Using fatty acids as renewable sources of biofuels requires deoxygenation. While a number of promising catalysts have been developed to achieve this, their operating mechanisms are poorly understood. Here, model molecular systems are studied in the gas phase using mass spectrometry experiments and DFT calculations. The coordinated metal complexes [(phen)M(O₂CR)]⁺ (where phen=1,10‐phenanthroline; M=Ni or Pd; R=C_nH_2n+1, n≥2) are formed via electrospray ionization. Their collision‐induced dissociation (CID) initiates deoxygenation via loss of CO₂ and [C,H₂,O₂]. The CID spectrum of the stearate complexes (R=C₁₇H₃₅) also shows a series of cations [(phen)M(R’)]⁺ (where R’ < C₁₇) separated by 14 Da (CH₂) corresponding to losses of C₂H₄‐C₁₆H₃₂ (cracking products).

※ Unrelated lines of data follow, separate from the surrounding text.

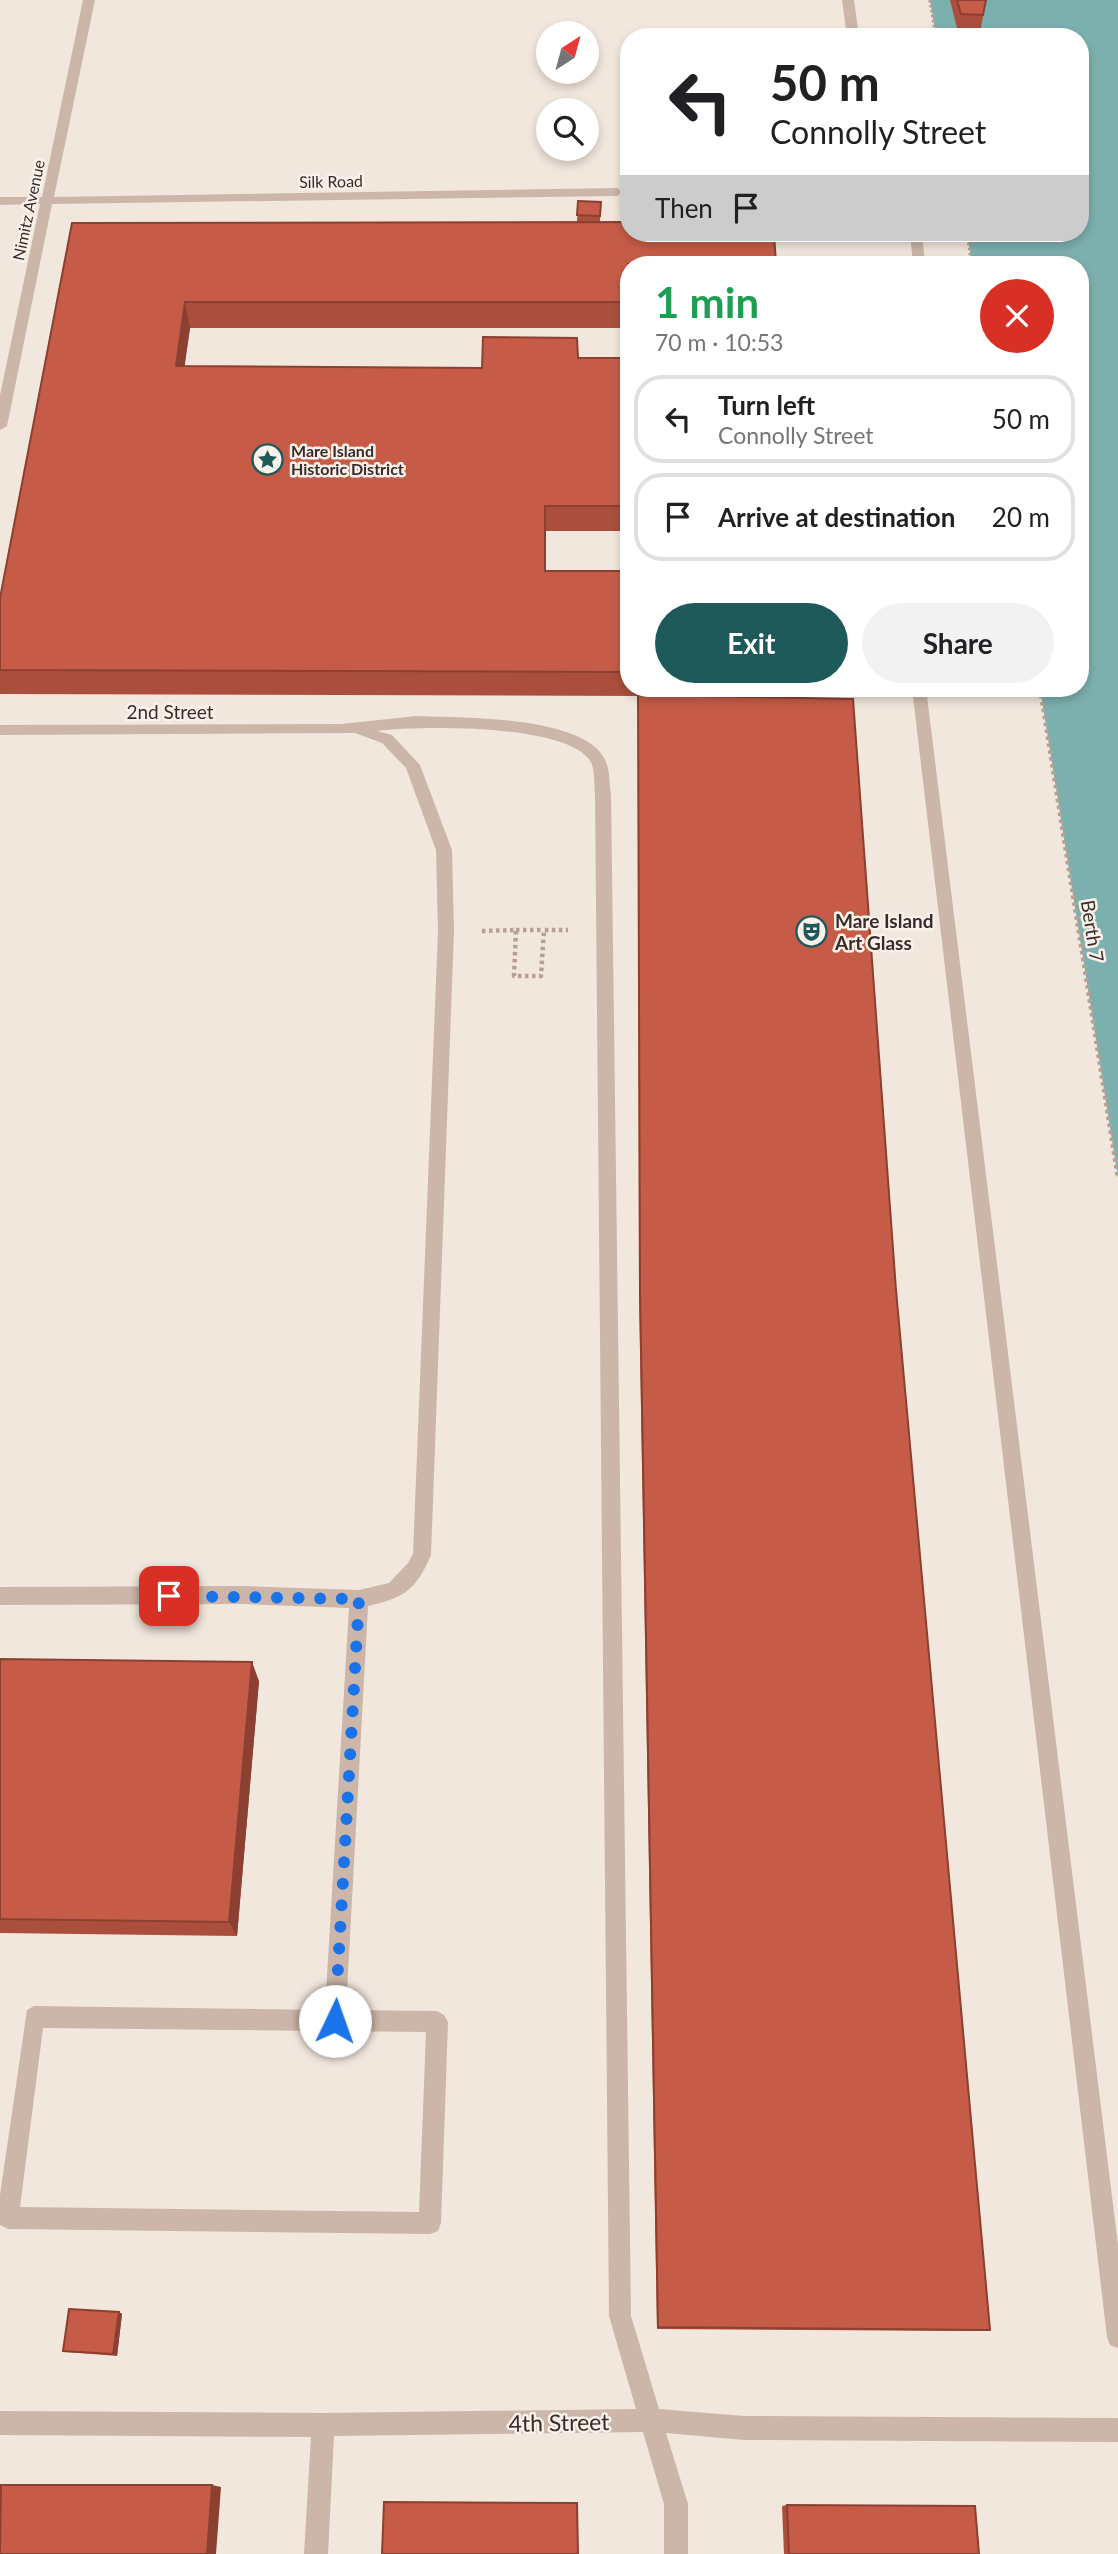 <!DOCTYPE html>
<html lang="en">
<head>
<meta charset="utf-8">
<style>
  :root { --surface:#fff; --page:#f2f2f2; --text:#202124; --muted:#757577; --line:#e0e0e0; --accent:#1e5a59 }
  body { margin:0; font-family:Lato,sans-serif; background:var(--page); color:var(--text); height:100vh; display:flex; flex-direction:column; font-size:26px; white-space:nowrap }
  * { box-sizing:border-box; margin:0 }
  p { font-size:23px; color:var(--muted) }
  .icon { flex:none; width:38px; height:38px; fill:none; stroke:currentColor; stroke-width:2; stroke-linecap:round; stroke-linejoin:round }
  .map { position:relative; flex:1; overflow:hidden }
  .drawer { position:absolute; left:620px; top:256px; width:469px; height:441px; display:flex; flex-direction:column; background:var(--surface); border-radius:28px; box-shadow:0 4px 10px #0003 }
  .drawer>* { flex:none }
  .banner { position:absolute; left:620px; top:28px; width:469px; height:214px; border-radius:28px; box-shadow:0 4px 10px #0003; background:#fff; color:var(--text); overflow:hidden }
  .needle { width:46px; rotate:36deg }
  .fabs { position:absolute; left:536px; top:21px; display:grid; gap:14px }
  .fabs a { display:grid; place-items:center; width:63px; height:63px; border-radius:50%; background:var(--surface); box-shadow:0 4px 10px #0003; font-size:35px }
  .pin { position:absolute; display:grid; place-items:center; width:60px; height:60px; color:#fff; margin:-30px; border-radius:14px; box-shadow:0 4px 10px #0006 }
  .me { position:absolute; width:77px; margin:-38px; rotate:3deg; stroke-linejoin:round; filter:drop-shadow(0 0 5px #0008) }
  .turn { display:flex; align-items:center; gap:24px; height:147px; padding:0 35px; font-size:32px }
  .turn .icon { width:91px; height:91px; stroke-width:2.5 }
  .turn b { display:block; font-size:49px; line-height:60px }
  .then { display:flex; align-items:center; height:66px; padding:0 35px; background:#0003; gap:14px; font-size:26px }
  .round { display:grid; place-items:center; flex:none; width:74px; height:74px; border-radius:37px; background:var(--page) }
  .summary { display:flex; align-items:center; justify-content:space-between; height:119px; padding:0 35px }
  h1 { font-size:42px; font-weight:700; line-height:52px; color:#1e9e55 }
  .primary-button { display:flex; gap:14px; margin-top:auto; padding:14px 35px }
  .primary-button a { flex:1; height:80px; border-radius:42px; background:var(--accent); color:#fff; font-size:28px; font-weight:700; line-height:80px; text-align:center }
  .primary-button a+a { background:var(--page); color:var(--text) }
  ul { padding:0; list-style:none }
  li { display:flex; align-items:center; gap:21px; height:88px; margin:0 14px 10px; padding:0 21px; border:4px solid var(--line); border-radius:28px }
  li div { flex:1 }
  li b { display:block; font-size:26px }
  li em { font-style:normal }
  .map>svg:first-child { display:block }
</style>
</head>
<body>
<div class="map">
<svg width="1118" height="2554" viewBox="0 0 1118 2554">
  <rect width="100%" height="100%" fill="#f2e7dd"/>
  <path fill="#7cb0ae" d="M930,0h188v1178l-78,-490h40v-424h-108l-5,-31h113v-196h-144z"/>
  <g fill="none" stroke-linecap="round" stroke-linejoin="round">
    <path stroke="#b7a093" stroke-width="3.5" stroke-dasharray="2.5 2.5" stroke-linecap="butt" d="M930,0l6,37
      M967,233l5,31"/>
    <path stroke="#b7a093" stroke-width="4.5" stroke-dasharray="3.5 3.5" stroke-linecap="butt" d="M1040,688l78,490
      M516,930h28
      M482,931l34,-1 -2,46h27l3,-46h24"/>
    <path fill="#cbb6a9" fill-rule="evenodd" d="M83,0h12l-41,197 563,-9 6,4 -6,4 -565,8 -45,222 -7,4v-35l40,-191 -40,1v-8h42z
      M842,0h12l5,37h-12z
      M910,233h12l3,31h-12z
      M912,688h14l192,1557v103l-8,-3 -3,-8z
      M417,716c43,2 171,-1 189,46 4,9 3,22 5,32l20,1522 28,93 85,7 374,2v24l-374,-2 -78,-7 22,71v50h-24v-50l-21,-72 -309,4 -6,118h-24l7,-117 -311,-2v-24l323,2 313,-4 -27,-93 -14,-1522c-1,-9 0,-24 -4,-32 -23,-39 -172,-36 -214,-31l15,4 28,30 32,85 2,81 -23,624c-15,35 -27,43 -63,51l-22,404 91,1 7,4 4,7 -7,201 -3,8 -8,3 -422,-5 -8,-4v-30l27,-185 7,-4 291,4 24,-402 -106,-4 -243,1v-18l243,-1 116,4 30,-7 19,-20 5,-9 25,-623 -2,-81 -30,-82 -24,-25 -27,-10 -355,2v-10l341,-1zM43,2028l383,4 -7,180 -399,-5z"/>
  </g>
  <path fill="#aa4f3d" d="M950,0h36l-6,33 -22,-1z
    M578,201l23,1 -1,20 28,42v64h-438l-6,38 298,2 96,-10h50v173h-82l-1,40h83v117h206l-1,9h-95l158,593 94,1040 -4,1 -329,-2 -18,-1034 -1,-599 -638,-2v-96l72,-375 505,-1z
    M0,1659l259,22 -22,255 -237,-3z
    M119,2312l3,2 -5,42 -50,-4 -4,-1z
    M787,2505l192,49h-195l-2,-48z"/>
  <path fill="#8b4032" d="M185,302l5,26 -9,64 -5,-26z
    M252,1662l7,19 -22,255 -8,-14z
    M119,2312l3,2 -5,42 -4,-2z
    M212,2485l9,2 -5,67h-9z"/>
  <path fill="#c65c47" stroke="#8b4032" stroke-width="2" d="M957,0h29l-3,15 -22,-1z
    M578,201l23,1 -1,14 -23,-1z
    M628,222v11h146l2,31h-148v38h-443l-9,64 306,2 1,-31 94,1 1,20h50v148h-83v65h83v101l-628,-2v-72l72,-375z
    M638,695l215,4 43,591 94,1040 -332,-3 -18,-1039z
    M0,1659l252,3 -23,260 -229,-3z
    M69,2309l50,3 -6,42 -50,-3z
    M1,2485h211l-5,69h-207z
    M384,2502l193,1 1,51h-196z
    M787,2505l188,1 4,48h-190z"/>
  <g fill="none" stroke-linecap="round" stroke-linejoin="round">
    <path stroke="#1a73e8" stroke-width="12" stroke-dasharray="0 21.6" d="M169,1596l190,3 -24,422"/>
  </g>
  <defs>
    <symbol id="sight-ring" viewBox="-11 -11 22 22"><circle r="9.5" fill="#faf1ea" stroke="#1e5a59" stroke-width="1.5"/><path d="M0-6L1.8-2.2L6-1.7L2.9 1.2L3.7 5.4L0 3.3L-3.7 5.4L-2.9 1.2L-6-1.7L-1.8-2.2Z" fill="#1e5a59"/></symbol>
    <symbol id="theatre-ring" viewBox="-11 -11 22 22"><circle r="9.5" fill="#faf1ea" stroke="#1e5a59" stroke-width="1.5"/><path d="M-5-5.5Q0-4 5-5.5V0Q5 5 0 6Q-5 5-5 0ZM-3.3-2.5H-1v1.5H-3.3ZM1-2.5H3.3v1.5H1ZM-2.8 1Q0 5.5 2.8 1Z" fill="#1e5a59"/></symbol>
  </defs>
  <g fill-rule="evenodd">
    <use href="#sight-ring" x="250" y="442" width="35" height="35"/>
    <use href="#theatre-ring" x="794" y="914" width="35" height="35"/>
  </g>
  <g text-anchor="middle" dominant-baseline="central" stroke-width="5" stroke-linejoin="round" paint-order="stroke">
    <g font-size="16" fill="#382c29" stroke="#faf1ea">
      <text transform="translate(331 181) rotate(-1)">Silk Road</text>
      <text transform="translate(28 210) rotate(-78)">Nimitz Avenue</text>
    </g>
    <g font-size="16" font-weight="bold" fill="#382c29" stroke="#faf1ea" text-anchor="start">
      <text x="291" y="450">Mare Island<tspan x="291" dy="18">Historic District</tspan></text>
    </g>
    <g font-size="19" fill="#382c29" stroke="#faf1ea">
      <text x="170" y="711">2nd Street</text>
      <text transform="translate(1093 931) rotate(81)">Berth 7</text>
    </g>
    <g font-size="19" font-weight="bold" fill="#382c29" stroke="#faf1ea" text-anchor="start">
      <text x="835" y="920">Mare Island<tspan x="835" dy="22">Art Glass</tspan></text>
    </g>
    <g font-size="23" fill="#382c29" stroke="#faf1ea">
      <text transform="translate(559 2422) rotate(-1)">4th Street</text>
    </g>
  </g>
</svg>
<div class="fabs">
<a><svg class="needle" viewBox="-14 -14 28 28"><path d="M0-13l5 13h-10z" fill="#e53935"/><path d="M0 13l5-13h-10z" fill="#757577"/></svg></a>
<a><svg class="icon" aria-label="search" viewBox="0 0 24 24"><circle cx="10" cy="10" r="6"/><path d="M15 15l6 6"/></svg></a>
</div>
<div class="pin" style="left:169px;top:1596px;background:#d93025"><svg class="icon" aria-label="arrive" viewBox="0 0 24 24"><path d="M6 21V4h12l-3 4 3 4H6"/></svg></div>
<svg class="me" style="left:335px;top:2021px" viewBox="-20 -20 40 40"><circle r="19" fill="#fff"/><path d="M0-13L10 11 0 6-10 11z" fill="#1a73e8"/></svg>
<div class="banner">
<div class="turn"><svg class="icon" aria-label="left" viewBox="0 0 24 24"><path d="M17 20v-9H6M10 6l-5 5 5 5"/></svg><div><b>50 m</b>Connolly Street</div></div>
<div class="then">Then<svg class="icon" aria-label="arrive" viewBox="0 0 24 24"><path d="M6 21V4h12l-3 4 3 4H6"/></svg></div>
</div>
<section class="drawer">
<div class="summary"><div><h1>1 min</h1><p>70 m · 10:53</p></div><a class="round" style="background:#d93025;color:#fff"><svg class="icon" aria-label="close" viewBox="0 0 24 24"><path d="M6 6l12 12M18 6L6 18"/></svg></a></div>
<ul>
<li><svg class="icon" aria-label="left" viewBox="0 0 24 24"><path d="M17 20v-9H6M10 6l-5 5 5 5"/></svg><div><b>Turn left</b><p>Connolly Street</p></div><em>50 m</em></li>
<li><svg class="icon" aria-label="arrive" viewBox="0 0 24 24"><path d="M6 21V4h12l-3 4 3 4H6"/></svg><div><b>Arrive at destination</b></div><em>20 m</em></li>
</ul>
<div class="primary-button"><a>Exit</a><a>Share</a></div>
</section>
</div>
</body>
</html>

Sequential CID of [(phen)M(R’)]⁺ ultimately leads to [(phen)M(H)]⁺ and [(phen)M(CH₃)]⁺, both of which react with volatile carboxylic acids, RCO₂H, (acetic, propionic, and butyric) to reform the coordinated carboxylate complexes [(phen)M(O₂CR)]⁺. In contrast, cracking products with longer carbon chains, [(phen)M(R)]⁺ (R>C₂), were unreactive towards these carboxylic acids. DFT calculations are consistent with these results and reveal that the approach of the carboxylic acid to the “free” coordination site is blocked by agostic interactions for R > CH₃.